La Catholique



This is old timey. I live here now.

Orwell vs. Huxley, Part Deux

My first thoughts on Orwell and Huxley are pretty much what is here. [link removed and I swear what it was linked to was in no way something that could get me fired].

Although I’ve never stopped writing, and never stopped wanting to make a living at writing, listening to this On The Media story on George Orwell made me realize that I had utterly given up some part of my ambition to be a writer. 

The specific ambition is not the one to put down words, or to make people listen to me, or prove I exist in the universe by creating something.  Rather it is the ambition to have the skill, as George Packer describes Orwell as having, to spin out the commonplace and mundane into something that helps illustrate some universal truth. 

At some point, without even being aware of it, I stopped thinking I was a person who had the education/intelligence/insight/right to do this.
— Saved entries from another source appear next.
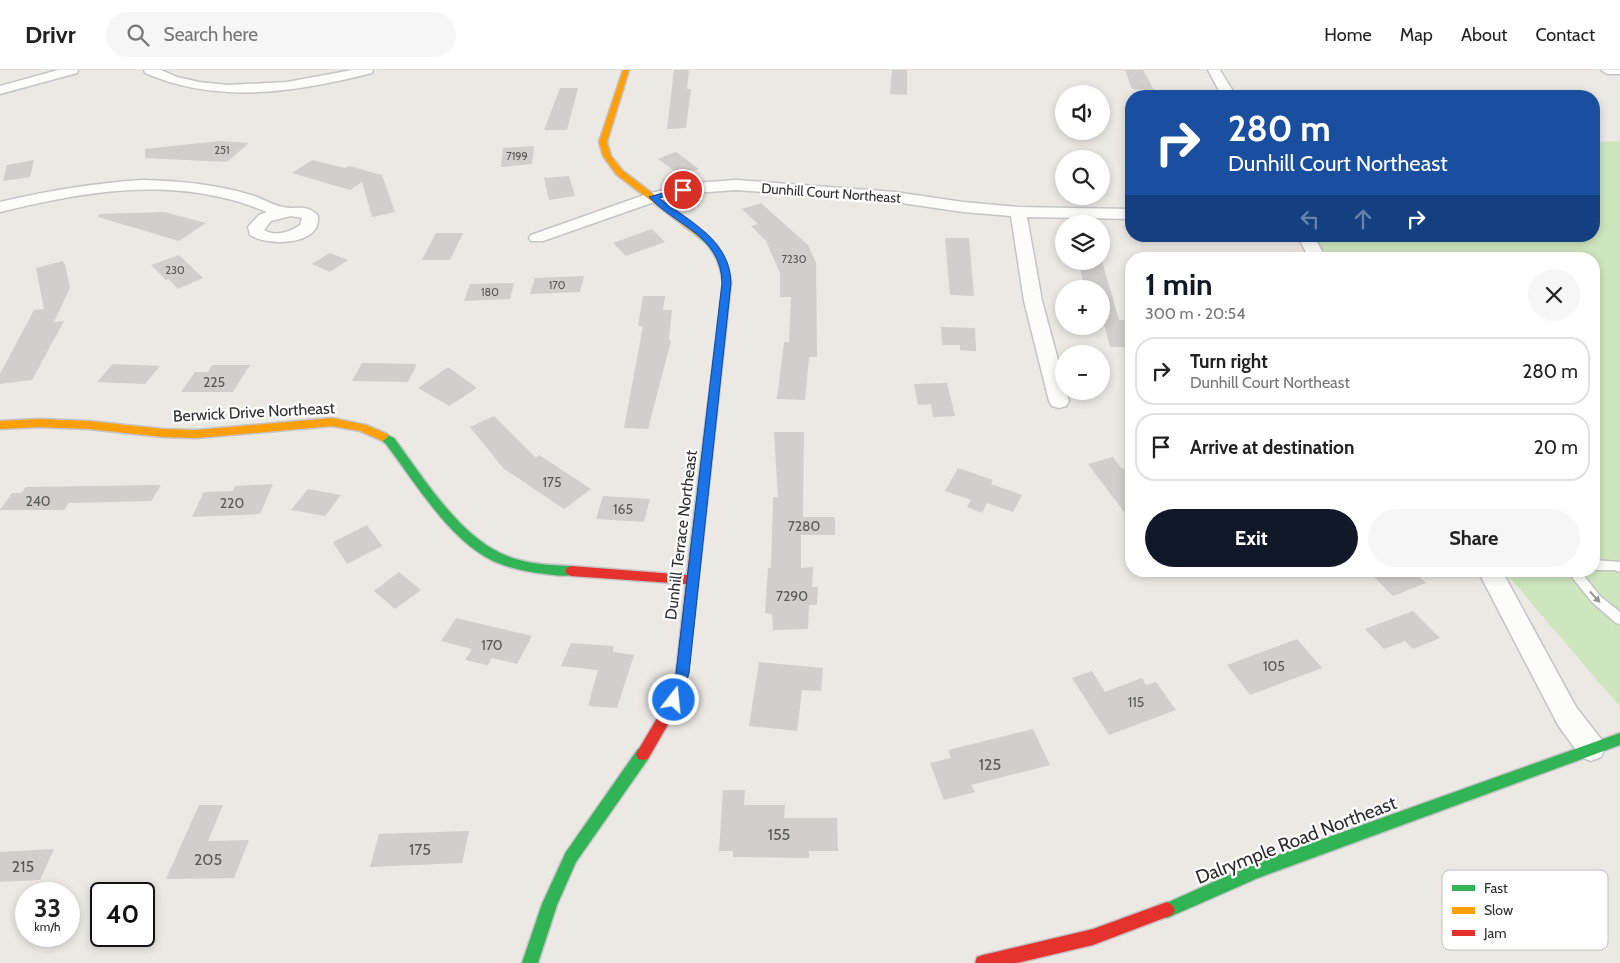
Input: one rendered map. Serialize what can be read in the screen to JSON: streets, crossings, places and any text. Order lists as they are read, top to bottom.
{
  "streets": {
    "street": [
      "Dunhill Court Northeast",
      "Berwick Drive Northeast",
      "Dunhill Terrace Northeast",
      "Dalrymple Road Northeast"
    ]
  },
  "crossings": [
    ["Dunhill Court Northeast", "Dunhill Terrace Northeast"],
    ["Berwick Drive Northeast", "Dunhill Terrace Northeast"]
  ],
  "house_numbers": [
    "251",
    "7199",
    "7230",
    "230",
    "170",
    "180",
    "225",
    "175",
    "240",
    "220",
    "165",
    "7280",
    "7290",
    "170",
    "105",
    "115",
    "125",
    "155",
    "175",
    "205",
    "215"
  ],
  "legend": ["Fast", "Slow", "Jam"],
  "page": {
    "header": "Drivr",
    "search": "Search here",
    "nav": [
      "Home",
      "Map",
      "About",
      "Contact"
    ],
    "map_buttons": ["+", "−"],
    "turn": ["280 m", "Dunhill Court Northeast"],
    "heading": ["1 min", "300 m · 20:54"],
    "list": [
      {
        "name": "Turn right",
        "note": "Dunhill Court Northeast",
        "value": "280 m"
      },
      {
        "name": "Arrive at destination",
        "value": "20 m"
      }
    ],
    "buttons": ["Exit", "Share"],
    "speed": "33 km/h",
    "limit": "40"
  }
}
Maybe I don’t.  I mean, I mainly write about reality television and sugar, so it’s enitrely possible that I will never be able to do something on even the tiniest scale approaching what a Real Writer like Orwell can.

But what was jarring was realizing this ambition just evaporated into the humbling nature of adult life without a fight, without even being aware of it.

Thinking about this confirmed for me once again that although I still much prefer Orwell’s body of work, Huxley’s dystopian vision was a lot clearer, at least for the industrialized world.  The totalitarianism that is most effective is not the one that is an outside oppressor; rather it’s the one that gets inside your head and convinces you there’s no point in trying.